A Calgary landmark will not be torn down. The King Edward Hotel, built in 1905, will be transformed from a low-cost hotel featuring rhythm and blues to a low-cost transitional housing unit for the working poor, ranging in cost from $300 to $350 a month. This is good for many reasons.
First, the City of Calgary, which owns the King Eddy, recognizes that rent is too high. These people generally earn minimum wage and cannot afford their own apartment and, as many reside at the various drop-in centres around the city, those seeking roommates are not likely to give up a room to one of these people.
Second, by turning the King Eddy into a low-rent building, the city is saving part of its heritage. The King Eddy is nearly 100-years-old, something very rare in a city with a propensity to tear down any building older than the designated hitter rule (1973).
Third, by housing the working poor in the same building as one of Premier Ralph Klein’s favourite drinking haunts, Ralph will be able to-excuse the cliché-kill two birds with one stone. No longer will Ralph have to get drunk at one place then trek across the city to argue with those less fortunate. At the new King Eddy, Ralph can do both at once. What a time saver!
Alright, this is not a column about the need for affordable housing, although that would be a more noble subject. No, I am marking the one-year anniversary of Klein’s most recent election victory. The Conservatives won 74 out of a possible 83 seats. They basically wiped out the provincial Liberals and mercifully ended the career of former Conservative leader wannabe. then Liberal leader, Nancy MacBeth.
The province was awash in oil and gas money. The debt was nearly paid off and there was talk of doing away with provincial income tax. Pundits from other provinces-okay, Ontario-waxed endlessly on Ralph’s sure hand and his political genius.
What a difference a year makes.
Before last year’s election Klein appeased the doctors and nurses with double digit pay raises. Using the large surplus, he gave hundreds of millions to education; Mount Royal College received $94 million and the University of Calgary received nothing.
In the same budget that ignored the U of C, another surplus was announced. Just a comment on the large surpluses reported year after year by the various Klein governments: Am I the only one to notice that every year they were larger than expected?
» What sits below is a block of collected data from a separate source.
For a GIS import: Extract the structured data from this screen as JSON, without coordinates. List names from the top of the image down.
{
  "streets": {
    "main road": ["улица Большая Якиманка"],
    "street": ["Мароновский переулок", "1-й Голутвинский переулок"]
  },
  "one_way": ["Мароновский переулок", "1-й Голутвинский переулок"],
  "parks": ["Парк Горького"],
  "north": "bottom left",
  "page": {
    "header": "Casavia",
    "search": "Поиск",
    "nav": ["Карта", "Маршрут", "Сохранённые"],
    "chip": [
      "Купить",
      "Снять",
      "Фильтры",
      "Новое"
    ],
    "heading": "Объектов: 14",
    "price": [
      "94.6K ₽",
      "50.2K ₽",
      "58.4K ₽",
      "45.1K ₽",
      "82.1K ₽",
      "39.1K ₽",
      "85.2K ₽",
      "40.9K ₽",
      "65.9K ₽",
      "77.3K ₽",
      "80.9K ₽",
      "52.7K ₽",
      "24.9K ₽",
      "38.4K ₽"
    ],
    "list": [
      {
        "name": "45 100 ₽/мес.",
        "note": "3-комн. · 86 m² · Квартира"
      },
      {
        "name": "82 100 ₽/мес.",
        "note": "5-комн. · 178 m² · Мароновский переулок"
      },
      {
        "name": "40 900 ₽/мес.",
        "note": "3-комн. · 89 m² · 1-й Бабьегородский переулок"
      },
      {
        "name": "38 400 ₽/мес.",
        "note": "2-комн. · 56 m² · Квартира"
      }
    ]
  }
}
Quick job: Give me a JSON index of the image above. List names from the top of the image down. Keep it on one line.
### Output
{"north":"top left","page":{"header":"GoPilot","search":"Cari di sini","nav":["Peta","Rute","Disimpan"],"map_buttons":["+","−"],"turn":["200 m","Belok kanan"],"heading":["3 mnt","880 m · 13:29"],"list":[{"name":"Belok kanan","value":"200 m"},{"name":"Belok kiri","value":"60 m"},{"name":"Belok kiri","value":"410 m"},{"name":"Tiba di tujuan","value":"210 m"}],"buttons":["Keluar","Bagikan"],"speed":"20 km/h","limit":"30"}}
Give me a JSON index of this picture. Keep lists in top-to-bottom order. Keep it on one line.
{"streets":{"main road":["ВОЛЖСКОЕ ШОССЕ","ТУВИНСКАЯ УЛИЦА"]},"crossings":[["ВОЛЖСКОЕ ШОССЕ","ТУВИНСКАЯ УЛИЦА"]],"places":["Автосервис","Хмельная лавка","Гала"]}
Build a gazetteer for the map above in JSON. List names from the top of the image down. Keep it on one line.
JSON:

You don’t think Klein was purposely underestimating the expected surplus in order to look like the political genius he is not? Think about it.
The surpluses seemed too good to last-and they were. As oil and gas revenues have been much lower than expected, the government has had to adjust the numbers, at least twice as far as I can recall. And since the Conservatives passed a law that prevents running a deficit, Ralph sliced and cut the budget to keep the province in the black. Where’s the "Alberta Advantage" now, Ralph? What about all of that talk of a diversified economy? I thought Alberta was more than oil and gas. Eedjit, without oil and gas we’re just Saskatchewan with foothills!
It is fitting that the first anniversary of Klein’s largest majority sees him battling the province’s teachers. Before last year’s election, he magically found the money to pay the doctor’s and nurses, thus avoiding a big campaign headache. One year on, there does not seem to be any money left. Maybe the teachers’ raises were spent on the cheques Klein sent out to buy the voters last year and ease the burden of increasing energy bills. It does not matter. What does is that Klein, without the benefit of oil and gas money, is looking more like B.C. cabinet minister, incompetent and ignorant, than the political genius National Post and Calgary Herald writers were proclaiming him just one year ago.